» Task instructions: Where a line in the material below has the string "Avenida", please report it.
Data Start Marker
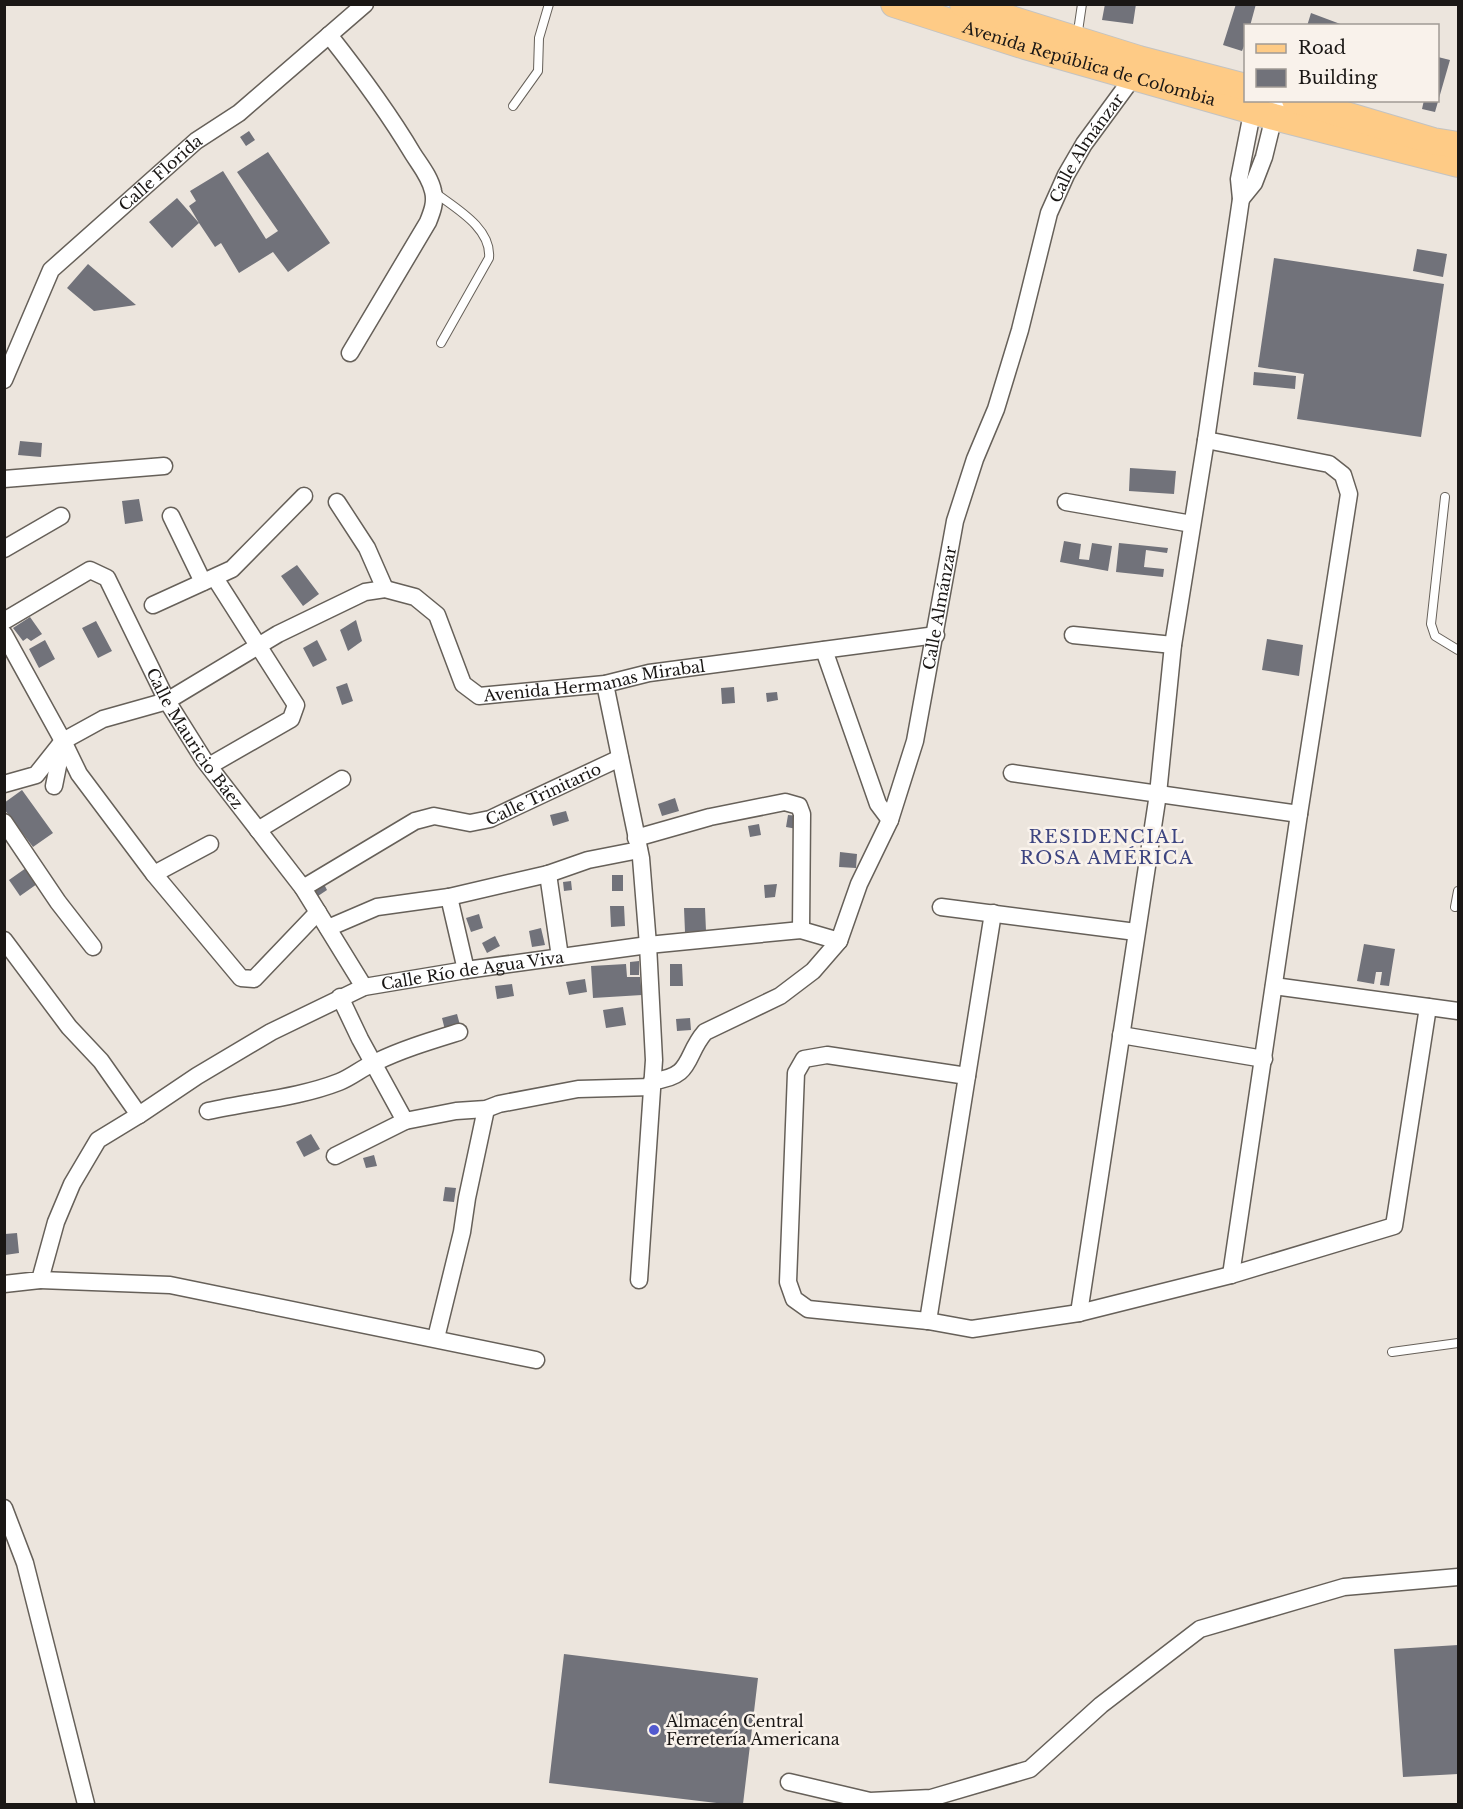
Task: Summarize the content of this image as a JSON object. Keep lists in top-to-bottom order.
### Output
{
  "streets": {
    "main road": ["Avenida República de Colombia"],
    "street": [
      "Calle Almánzar",
      "Calle Florida",
      "Avenida Hermanas Mirabal",
      "Calle Mauricio Báez",
      "Calle Trinitario",
      "Calle Río de Agua Viva"
    ]
  },
  "crossings": [
    ["Avenida República de Colombia", "Calle Almánzar"],
    ["Calle Almánzar", "Avenida Hermanas Mirabal"],
    ["Calle Almánzar", "Calle Río de Agua Viva"],
    ["Avenida Hermanas Mirabal", "Calle Mauricio Báez"],
    ["Calle Mauricio Báez", "Calle Trinitario"],
    ["Calle Mauricio Báez", "Calle Río de Agua Viva"]
  ],
  "districts": ["RESIDENCIAL ROSA AMÉRICA"],
  "places": ["Almacén Central Ferretería Americana"],
  "legend": ["Road", "Building"]
}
Data End Marker
» Result for this exercise:
    "main road": ["Avenida República de Colombia"],
      "Avenida Hermanas Mirabal",
    ["Avenida República de Colombia", "Calle Almánzar"],
    ["Calle Almánzar", "Avenida Hermanas Mirabal"],
    ["Avenida Hermanas Mirabal", "Calle Mauricio Báez"],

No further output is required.